#### Source records

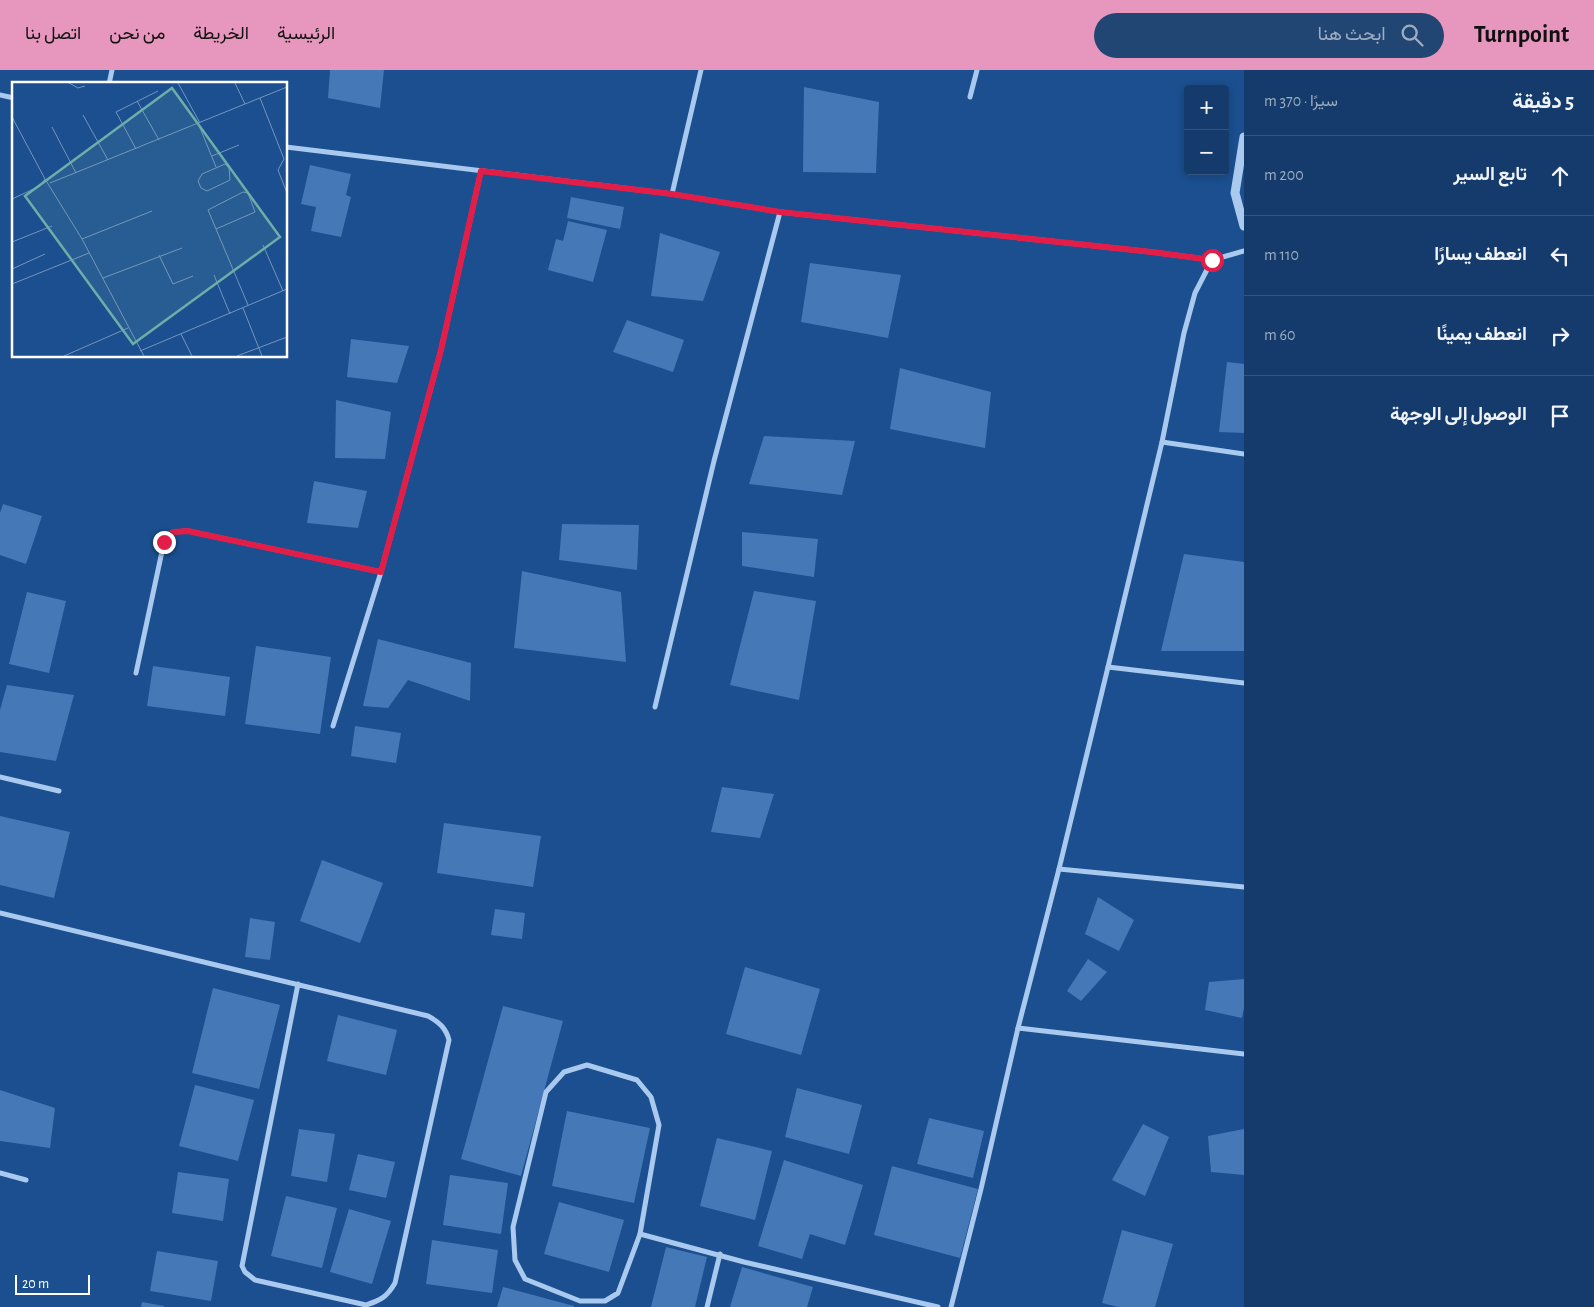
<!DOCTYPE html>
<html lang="ar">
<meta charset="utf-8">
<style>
:root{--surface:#143b6b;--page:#214673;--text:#f1f3f6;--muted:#9dadc1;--line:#33557e;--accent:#e797bd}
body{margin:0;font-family:"Alegreya Sans",Vazirmatn,sans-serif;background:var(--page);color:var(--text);direction:rtl}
.controls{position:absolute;right:15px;top:15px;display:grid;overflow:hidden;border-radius:5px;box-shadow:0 2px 8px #0003}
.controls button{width:45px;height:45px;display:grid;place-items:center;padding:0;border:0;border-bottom:1px solid var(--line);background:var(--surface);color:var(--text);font:25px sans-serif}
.scale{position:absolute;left:15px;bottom:12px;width:75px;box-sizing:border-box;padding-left:5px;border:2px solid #fff;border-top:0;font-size:14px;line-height:18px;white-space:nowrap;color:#fff;-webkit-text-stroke:4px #1b4f8f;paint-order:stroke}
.stop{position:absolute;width:15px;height:15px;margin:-11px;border:4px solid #e11d48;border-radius:50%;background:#fff}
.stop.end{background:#e11d48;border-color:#fff;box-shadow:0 1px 5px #0008}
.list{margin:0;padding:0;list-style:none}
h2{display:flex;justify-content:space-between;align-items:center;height:65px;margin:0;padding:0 20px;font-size:21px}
h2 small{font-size:16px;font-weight:400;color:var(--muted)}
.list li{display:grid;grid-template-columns:32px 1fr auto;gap:15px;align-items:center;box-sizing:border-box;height:80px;padding:0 20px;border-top:1px solid var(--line)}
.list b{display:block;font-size:19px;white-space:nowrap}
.list em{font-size:16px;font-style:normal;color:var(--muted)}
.icon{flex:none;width:28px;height:28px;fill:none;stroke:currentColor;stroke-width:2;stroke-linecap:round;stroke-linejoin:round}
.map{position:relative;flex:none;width:1244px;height:1237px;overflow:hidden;direction:ltr}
header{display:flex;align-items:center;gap:30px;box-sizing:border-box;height:70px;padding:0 25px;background:var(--accent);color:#111}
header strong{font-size:24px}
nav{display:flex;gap:28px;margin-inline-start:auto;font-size:18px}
.search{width:350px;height:45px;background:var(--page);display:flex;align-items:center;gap:12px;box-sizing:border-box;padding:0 18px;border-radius:28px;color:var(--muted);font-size:19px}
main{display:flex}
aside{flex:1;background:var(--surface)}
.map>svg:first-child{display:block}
</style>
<header>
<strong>Turnpoint</strong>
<div class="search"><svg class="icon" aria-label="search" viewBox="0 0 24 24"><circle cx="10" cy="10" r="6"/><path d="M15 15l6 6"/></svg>ابحث هنا</div>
<nav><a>الرئيسية</a><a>الخريطة</a><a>من نحن</a><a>اتصل بنا</a></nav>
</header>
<main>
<aside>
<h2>5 دقيقة<small>سيرًا · 370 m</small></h2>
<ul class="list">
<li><svg class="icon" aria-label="ahead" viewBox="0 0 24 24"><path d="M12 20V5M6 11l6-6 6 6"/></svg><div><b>تابع السير</b></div><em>200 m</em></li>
<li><svg class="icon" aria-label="left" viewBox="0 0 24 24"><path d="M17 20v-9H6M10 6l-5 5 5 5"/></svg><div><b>انعطف يسارًا</b></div><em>110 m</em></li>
<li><svg class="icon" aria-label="right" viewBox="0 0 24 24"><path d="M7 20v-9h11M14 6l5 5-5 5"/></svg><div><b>انعطف يمينًا</b></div><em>60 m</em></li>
<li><svg class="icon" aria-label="arrive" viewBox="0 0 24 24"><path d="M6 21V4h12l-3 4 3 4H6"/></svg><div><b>الوصول إلى الوجهة</b></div></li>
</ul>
</aside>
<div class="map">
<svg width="1244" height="1237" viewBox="0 0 1244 1237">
<rect width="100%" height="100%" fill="#1b4f8f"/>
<g fill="#4478b7">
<polygon points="330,0 384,0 380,38 328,28"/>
<polygon points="804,17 879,32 876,103 803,102"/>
<polygon points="310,95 351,104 346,125 351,127 341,167 311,161 316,137 301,134"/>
<polygon points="571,127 624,137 620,159 567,148"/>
<polygon points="568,151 607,160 593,212 548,200 556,169 563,171"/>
<polygon points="660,163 720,182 703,231 651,226"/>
<polygon points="810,193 901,205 888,268 801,252"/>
<polygon points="627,250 684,270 673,302 613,282"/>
<polygon points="351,269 409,276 397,313 347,307"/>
<polygon points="1227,292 1244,294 1244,363 1219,362"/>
<polygon points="900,298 991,322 985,378 890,359"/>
<polygon points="336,330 391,342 385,389 335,388"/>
<polygon points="764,366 855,371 842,425 749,414"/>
<polygon points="314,411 367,421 358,458 307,453"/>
<polygon points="3,434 42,446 26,494 0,485 0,443"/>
<polygon points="562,454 639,455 637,500 559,490"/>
<polygon points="742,462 818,469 814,507 742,496"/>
<polygon points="1184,484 1244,492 1244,581 1161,581"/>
<polygon points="522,501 621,522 626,592 514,578"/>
<polygon points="754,521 816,531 799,630 730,615"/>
<polygon points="27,522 66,531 49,603 9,594"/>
<polygon points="378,569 471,593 470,631 408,610 388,638 363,636"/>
<polygon points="256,576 331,587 320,664 245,654"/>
<polygon points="153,596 230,607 225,646 147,636"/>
<polygon points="7,615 74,625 56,691 0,682 0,640"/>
<polygon points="355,656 401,663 396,693 351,686"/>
<polygon points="722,717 774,724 760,768 711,762"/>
<polygon points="0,746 70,762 54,828 0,815"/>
<polygon points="444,753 541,766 533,817 437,803"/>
<polygon points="322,790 383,813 360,873 300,851"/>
<polygon points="1098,827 1134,850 1119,881 1085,864"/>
<polygon points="495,839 525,843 522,869 491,865"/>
<polygon points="250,848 275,852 270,890 245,887"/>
<polygon points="1088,889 1107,902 1081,931 1067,921"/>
<polygon points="745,897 820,919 801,985 726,964"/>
<polygon points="1244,909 1244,938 1242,948 1205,940 1209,912"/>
<polygon points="213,918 280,935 259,1019 192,1003"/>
<polygon points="503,936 563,951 521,1106 461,1089"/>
<polygon points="338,945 397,960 386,1005 327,991"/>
<polygon points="195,1015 254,1030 238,1091 179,1076"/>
<polygon points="797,1018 862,1035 849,1084 785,1067"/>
<polygon points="0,1020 55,1038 50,1078 0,1071"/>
<polygon points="567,1041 650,1058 634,1133 552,1116"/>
<polygon points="929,1048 984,1061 973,1108 917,1094"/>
<polygon points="1143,1054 1169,1067 1145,1126 1112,1110"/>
<polygon points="299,1059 335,1064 327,1112 291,1106"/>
<polygon points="1244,1059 1244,1105 1211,1102 1208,1066"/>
<polygon points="717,1068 772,1081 755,1150 700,1136"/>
<polygon points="358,1084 395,1092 386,1128 349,1120"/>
<polygon points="784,1090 863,1115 845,1175 810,1164 802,1189 758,1176"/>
<polygon points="892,1096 978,1119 960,1188 874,1165"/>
<polygon points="178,1102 229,1109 223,1151 172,1143"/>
<polygon points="450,1105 508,1113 501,1164 443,1155"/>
<polygon points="286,1126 337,1138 322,1198 271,1186"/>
<polygon points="559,1132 624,1150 609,1202 544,1184"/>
<polygon points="349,1139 391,1151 372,1214 330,1202"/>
<polygon points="1122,1160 1173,1174 1155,1237 1118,1237 1102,1233"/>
<polygon points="432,1170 498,1180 492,1223 426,1214"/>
<polygon points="666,1177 707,1187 695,1237 651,1237"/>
<polygon points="157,1181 218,1191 211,1231 150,1221"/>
<polygon points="742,1197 813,1217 807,1237 730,1237"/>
<polygon points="503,1217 574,1236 574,1237 497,1237"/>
<polygon points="142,1232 164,1236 164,1237 141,1237"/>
</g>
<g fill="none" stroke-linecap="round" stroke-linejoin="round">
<g stroke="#a9c9ee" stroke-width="5">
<polyline points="109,14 112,0"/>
<polyline points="0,25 14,28"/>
<polyline points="970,27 977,0"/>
<polyline points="286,77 672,124 780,142 1152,182 1212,190 1244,181"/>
<polyline points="672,124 701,0"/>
<polyline points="1162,372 1244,384"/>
<polyline points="1108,597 1244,613"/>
<polyline points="136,603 164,472 173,462 188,461 381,502"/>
<polyline points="655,637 714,391 780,142"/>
<polyline points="333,656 381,502 441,280 481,101"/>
<polyline points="0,707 59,721"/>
<polyline points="1059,799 1244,817"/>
<path d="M0,843L428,946C439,952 446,958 449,970L395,1213C387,1227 381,1230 366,1235L255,1210L245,1202L242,1196L298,914"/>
<polyline points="1018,958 1244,984"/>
<polygon points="587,995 637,1010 651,1027 659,1055 640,1164 618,1223 605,1231 580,1231 525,1209 515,1190 513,1157 546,1022 564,1002"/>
<polyline points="0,1103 26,1110"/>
<polyline points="640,1164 744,1192 938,1237"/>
<polyline points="707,1237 720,1184"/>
<polyline points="951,1237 981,1119 1018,958 1059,799 1108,597 1162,372 1184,263 1195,223 1212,190"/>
</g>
<polyline stroke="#a9c9ee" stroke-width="9" points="1244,67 1235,123 1244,156"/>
</g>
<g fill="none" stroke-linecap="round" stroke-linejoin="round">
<polyline stroke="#e11d48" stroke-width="6" points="164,472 173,462 188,461 381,502 441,280 481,101 672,124 780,142 1152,182 1212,190"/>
</g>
<g transform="translate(12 12)">
<rect width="275" height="275" fill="#1b4f8f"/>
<path fill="none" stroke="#7695bc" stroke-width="1" d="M57,1L66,6L73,4M166,1L188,41M223,1L233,22M248,16L272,77L266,88L275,111M125,19L147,58M71,33L96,78M0,35L33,97L28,104L0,117M186,41L204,85M40,45L64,91M124,67L104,30L146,9M200,74L227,63M213,82L217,86L218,98L195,109L189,106L186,99L190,92ZM33,97L70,157L132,274M38,101L275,5M204,147L243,130L236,111L231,110L196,128L236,223M70,157L140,129M0,160L40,144M251,163L271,209M147,173L161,202L181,194M0,187L33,172M202,193L218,232M91,196L170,166M0,202L77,171M231,226L250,274M169,252L180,274M128,269L275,207M52,274L116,246M225,274L275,255"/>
<path fill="#6fada8" fill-opacity="0.15" stroke="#6fada8" stroke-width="2.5" d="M160,6L268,155L121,262L13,114Z"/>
<rect width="275" height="275" fill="none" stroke="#fff" stroke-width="2.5"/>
</g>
</svg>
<div class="controls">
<button>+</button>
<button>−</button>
</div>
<div class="scale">20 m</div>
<div class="stop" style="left:1212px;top:190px"></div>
<div class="stop end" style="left:164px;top:472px"></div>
</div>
</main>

#### Task details
Show every line in the entries above that contains the string "nowrap".

#### Answer space
.scale{position:absolute;left:15px;bottom:12px;width:75px;box-sizing:border-box;padding-left:5px;border:2px solid #fff;border-top:0;font-size:14px;line-height:18px;white-space:nowrap;color:#fff;-webkit-text-stroke:4px #1b4f8f;paint-order:stroke}
.list b{display:block;font-size:19px;white-space:nowrap}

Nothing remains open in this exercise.